As mentioned earlier, the main reasons behind the lower prediction performance of ML models with regard to natural phenomena like flood, drought, etc., lie in high non-linearity, stochastic process, and complexity of the occurrence of precipitation (e.g., Sánchez-Monedero et al. 2014; Hashim et al. 2016). As a result, natural phenomena prediction, particularly rainfall forecasting, continues to be subject to uncertainty. Furthermore, relevant studies have considered the strong correlation between rainfall and cloud information. For this purpose, total perceptible water, equivalent potential temperature, humidity, wind speed, wind direction, convective available potential energy, and convective inhibition have been introduced as a reliable combination for input. It can be concluded that some missing data of the mentioned parameters are the major reason for uncertainty with regard to the results of the present research.

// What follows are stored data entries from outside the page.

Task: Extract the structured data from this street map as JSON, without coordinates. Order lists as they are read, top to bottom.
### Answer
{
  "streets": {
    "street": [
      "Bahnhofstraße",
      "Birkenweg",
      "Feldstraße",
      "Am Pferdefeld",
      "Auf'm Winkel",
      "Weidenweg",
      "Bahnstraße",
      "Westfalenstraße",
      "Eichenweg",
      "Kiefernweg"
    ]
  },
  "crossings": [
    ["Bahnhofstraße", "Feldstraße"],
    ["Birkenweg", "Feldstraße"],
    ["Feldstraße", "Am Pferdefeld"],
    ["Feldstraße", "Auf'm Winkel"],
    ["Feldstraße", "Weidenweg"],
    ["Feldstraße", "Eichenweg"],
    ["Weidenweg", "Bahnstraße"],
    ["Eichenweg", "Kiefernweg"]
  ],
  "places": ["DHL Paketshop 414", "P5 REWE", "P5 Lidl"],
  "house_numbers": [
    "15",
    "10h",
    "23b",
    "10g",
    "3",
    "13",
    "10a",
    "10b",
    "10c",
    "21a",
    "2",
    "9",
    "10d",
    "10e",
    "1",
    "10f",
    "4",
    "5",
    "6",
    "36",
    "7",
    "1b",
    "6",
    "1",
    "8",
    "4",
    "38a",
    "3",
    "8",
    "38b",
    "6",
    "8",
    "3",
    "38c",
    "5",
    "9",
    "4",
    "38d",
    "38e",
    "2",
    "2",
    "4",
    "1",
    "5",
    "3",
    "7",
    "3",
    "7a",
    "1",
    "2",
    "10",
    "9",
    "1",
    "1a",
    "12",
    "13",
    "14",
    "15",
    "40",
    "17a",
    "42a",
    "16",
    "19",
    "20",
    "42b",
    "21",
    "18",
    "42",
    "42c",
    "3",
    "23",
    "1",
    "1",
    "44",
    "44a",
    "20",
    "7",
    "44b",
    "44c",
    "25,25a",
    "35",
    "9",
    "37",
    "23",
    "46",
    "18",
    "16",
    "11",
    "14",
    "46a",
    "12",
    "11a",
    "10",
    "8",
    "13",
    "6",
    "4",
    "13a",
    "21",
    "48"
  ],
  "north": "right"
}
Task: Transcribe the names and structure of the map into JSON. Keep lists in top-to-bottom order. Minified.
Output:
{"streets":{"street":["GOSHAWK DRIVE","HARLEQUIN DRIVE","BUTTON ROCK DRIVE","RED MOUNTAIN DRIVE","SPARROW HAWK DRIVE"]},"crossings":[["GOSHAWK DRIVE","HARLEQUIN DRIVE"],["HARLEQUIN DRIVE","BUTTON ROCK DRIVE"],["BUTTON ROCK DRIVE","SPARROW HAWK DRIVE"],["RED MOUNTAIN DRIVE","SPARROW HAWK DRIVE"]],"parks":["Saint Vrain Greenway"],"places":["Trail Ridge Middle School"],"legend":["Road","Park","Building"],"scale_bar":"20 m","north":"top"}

It is suggested that future studies apply the proposed hybrid models to other hydrological fields such as water quality. Moreover, AR, DA, and RC algorithms can be utilized as ensemble learners in order to develop hybrid models using other ML techniques, e.g., decision trees and rule-based, lazy-based, and neuron-based algorithms, in different fields of geoscience.

Conclusion

Rainfall is one of the main components of hydrologic cycle that has a significant impact on the infiltration process, flood occurrences, soil erosion rate, water resources management, and irrigation system. Therefore, rainfall prediction is one of the hot topics today in the fields of hydrology and water resources management. Given that rainfall is highly stochastic and chaotic in behavior, it is not an easy task to predict it. The current study proposed standalone SMO models and three new ensemble-based algorithms of DA-SMO, AR-SMO, and RC-SMO for rainfall prediction in Kermanshah synoptic station, Iran. Moreover, different input scenarios were investigated to explore the effectiveness of different input combinations in the result. The main achievements drawn from the findings of this study can be summarized as follows:

  1. 1.

    Minimum relative humidity had the highest effect on rainfall prediction, followed by maximum temperature, relative humidity, minimum temperature, sunshine hours, evaporation, and wind speed.

  2. 2.

    Wind speed attenuated the predictive power of a model; in the present study, an input scenario featuring all input variables, except wind speed, was identified as the most effective scenario in rainfall estimation.

  3. 3.

    DA, AR, and RC algorithms enhanced the performance of the standalone SMO algorithm by about 12.8, 20.7%, and 21.7%, respectively, based on the RMSE metric.

  4. 4.

    While the standalone SMO algorithm had a satisfactory performance, ensemble models were of good performance in terms of NSE metric.

  5. 5.

    DA-SMO ensemble model outperformed other models, followed by RC-SMO, AR-SMO and standalone SMO models.

  6. 6.

    All of the developed models in the current study tended to overestimate the rainfall amount.

  7. 7.

    Hybrid algorithms were more accurate than the standalone model in capturing extreme values. The different machine learning algorithms explored in the current study are applicable to mountainous areas in Iran and may potentially yield accurate rainfall predictions for other mountainous regions in the world.